One of the most powerful features in yt is the ability to create derived fields that act and look exactly like fields that exist on disk. This means that they will be generated on demand and can be used anywhere a field that exists on disk would be used. Additionally, you can create them by just writing python functions.

In [1]:
from yt.imods import *

Derived Fields

This is an example of the simplest possible way to create a derived field. All derived fields are defined by a function and some metadata; that metadata can include units, LaTeX-friendly names, conversion factors, and so on. Fields can be defined in the way in the next cell. What this does is create a function which accepts two arguments and then provide the units for that field. In this case, our field is Dinosaurs and our units are Trex/s. The function itself can access any fields that are in the simulation, and it does so by requesting data from the object called data.

In [2]:
@derived_field(units = "Trex/s")
def Dinosaurs(field, data):
    return data["Density"]**(2.0/3.0) * data["VelocityMagnitude"]

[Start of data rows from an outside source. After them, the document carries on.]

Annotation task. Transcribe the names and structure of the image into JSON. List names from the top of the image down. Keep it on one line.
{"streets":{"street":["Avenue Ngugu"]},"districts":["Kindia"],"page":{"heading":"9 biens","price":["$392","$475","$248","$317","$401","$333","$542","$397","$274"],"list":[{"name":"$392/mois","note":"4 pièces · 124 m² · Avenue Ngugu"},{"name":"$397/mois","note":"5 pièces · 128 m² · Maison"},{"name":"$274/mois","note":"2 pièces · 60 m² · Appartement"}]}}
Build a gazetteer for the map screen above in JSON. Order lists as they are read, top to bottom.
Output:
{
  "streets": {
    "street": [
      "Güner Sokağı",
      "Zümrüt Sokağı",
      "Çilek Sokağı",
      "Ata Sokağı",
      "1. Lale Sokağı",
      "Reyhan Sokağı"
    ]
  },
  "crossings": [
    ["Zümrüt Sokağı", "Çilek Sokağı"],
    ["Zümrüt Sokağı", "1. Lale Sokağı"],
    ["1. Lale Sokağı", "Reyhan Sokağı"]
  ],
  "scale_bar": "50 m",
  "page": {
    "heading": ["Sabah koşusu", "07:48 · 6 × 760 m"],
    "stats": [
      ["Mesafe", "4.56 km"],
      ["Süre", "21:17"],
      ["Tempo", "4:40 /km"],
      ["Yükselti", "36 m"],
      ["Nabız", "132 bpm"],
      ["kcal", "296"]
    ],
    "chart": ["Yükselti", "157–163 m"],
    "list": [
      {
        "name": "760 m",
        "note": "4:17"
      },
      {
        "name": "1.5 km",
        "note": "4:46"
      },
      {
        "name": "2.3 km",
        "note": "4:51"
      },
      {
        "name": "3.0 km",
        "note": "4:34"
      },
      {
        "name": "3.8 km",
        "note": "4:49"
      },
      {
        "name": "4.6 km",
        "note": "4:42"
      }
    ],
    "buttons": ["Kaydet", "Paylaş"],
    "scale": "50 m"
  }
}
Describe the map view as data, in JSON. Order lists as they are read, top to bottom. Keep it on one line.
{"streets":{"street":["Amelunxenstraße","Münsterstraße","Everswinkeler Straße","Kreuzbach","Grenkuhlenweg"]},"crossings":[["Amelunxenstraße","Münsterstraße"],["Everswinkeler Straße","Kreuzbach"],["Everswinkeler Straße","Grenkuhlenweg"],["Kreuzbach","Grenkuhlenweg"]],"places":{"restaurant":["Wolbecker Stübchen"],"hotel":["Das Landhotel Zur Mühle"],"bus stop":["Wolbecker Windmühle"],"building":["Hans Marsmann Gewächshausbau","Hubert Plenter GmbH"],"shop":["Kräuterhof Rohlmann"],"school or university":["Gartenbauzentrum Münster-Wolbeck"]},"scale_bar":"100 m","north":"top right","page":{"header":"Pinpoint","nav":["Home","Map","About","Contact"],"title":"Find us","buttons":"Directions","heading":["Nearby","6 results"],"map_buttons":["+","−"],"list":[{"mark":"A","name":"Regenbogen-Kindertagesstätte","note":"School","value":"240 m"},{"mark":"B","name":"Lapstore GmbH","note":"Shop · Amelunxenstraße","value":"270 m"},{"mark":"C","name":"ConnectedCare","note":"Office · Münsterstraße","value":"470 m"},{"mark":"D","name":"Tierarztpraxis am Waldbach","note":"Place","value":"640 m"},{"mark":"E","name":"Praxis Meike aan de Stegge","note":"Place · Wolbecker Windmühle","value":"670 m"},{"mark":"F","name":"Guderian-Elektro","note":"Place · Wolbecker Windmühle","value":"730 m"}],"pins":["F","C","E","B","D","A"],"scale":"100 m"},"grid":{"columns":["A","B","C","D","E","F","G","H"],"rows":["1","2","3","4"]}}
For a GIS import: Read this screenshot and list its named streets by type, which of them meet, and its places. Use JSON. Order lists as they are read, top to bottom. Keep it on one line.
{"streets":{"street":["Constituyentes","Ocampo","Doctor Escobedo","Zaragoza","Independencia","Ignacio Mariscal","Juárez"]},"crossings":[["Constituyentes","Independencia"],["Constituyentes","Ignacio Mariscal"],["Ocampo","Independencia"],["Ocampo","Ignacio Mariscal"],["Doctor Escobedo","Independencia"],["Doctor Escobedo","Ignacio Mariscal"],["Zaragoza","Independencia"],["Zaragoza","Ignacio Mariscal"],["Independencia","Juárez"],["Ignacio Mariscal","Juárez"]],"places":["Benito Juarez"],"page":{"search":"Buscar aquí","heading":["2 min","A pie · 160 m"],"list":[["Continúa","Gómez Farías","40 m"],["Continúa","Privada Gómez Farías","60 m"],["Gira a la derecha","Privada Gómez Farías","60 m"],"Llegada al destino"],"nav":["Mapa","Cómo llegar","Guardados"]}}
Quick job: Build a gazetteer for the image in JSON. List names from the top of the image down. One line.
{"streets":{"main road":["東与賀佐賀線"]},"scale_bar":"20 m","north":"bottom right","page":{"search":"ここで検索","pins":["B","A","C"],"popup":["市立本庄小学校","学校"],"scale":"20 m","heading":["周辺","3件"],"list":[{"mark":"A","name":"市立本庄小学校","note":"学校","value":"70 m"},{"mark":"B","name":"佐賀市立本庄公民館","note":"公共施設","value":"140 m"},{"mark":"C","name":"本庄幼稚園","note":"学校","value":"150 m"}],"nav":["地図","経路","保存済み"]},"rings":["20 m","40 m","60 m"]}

One important thing to note is that derived fields must be defined before any datasets are loaded. Let's load up our data and take a look at some quantities.

In [3]:
pf = load("IsolatedGalaxy/galaxy0030/galaxy0030")
dd = pf.h.all_data()
print dd.quantities.keys()
['MinLocation', 'StarAngularMomentumVector', 'WeightedVariance', 'TotalMass', 'AngularMomentumVector', 'TotalQuantity', 'IsBound', 'WeightedAverageQuantity', 'CenterOfMass', 'BulkVelocity', 'ParticleSpinParameter', 'Action', 'Extrema', 'MaxLocation', 'BaryonSpinParameter']

One interesting question is, what are the minimum and maximum values of dinosaur production rates in our isolated galaxy? We can do that by examining the Extrema quantity -- the exact same way that we would for Density, Temperature, and so on.

In [4]:
print dd.quantities["Extrema"]("Dinosaurs")
[(2.2146366774504352e-20, 9.1573883828992124e-09)]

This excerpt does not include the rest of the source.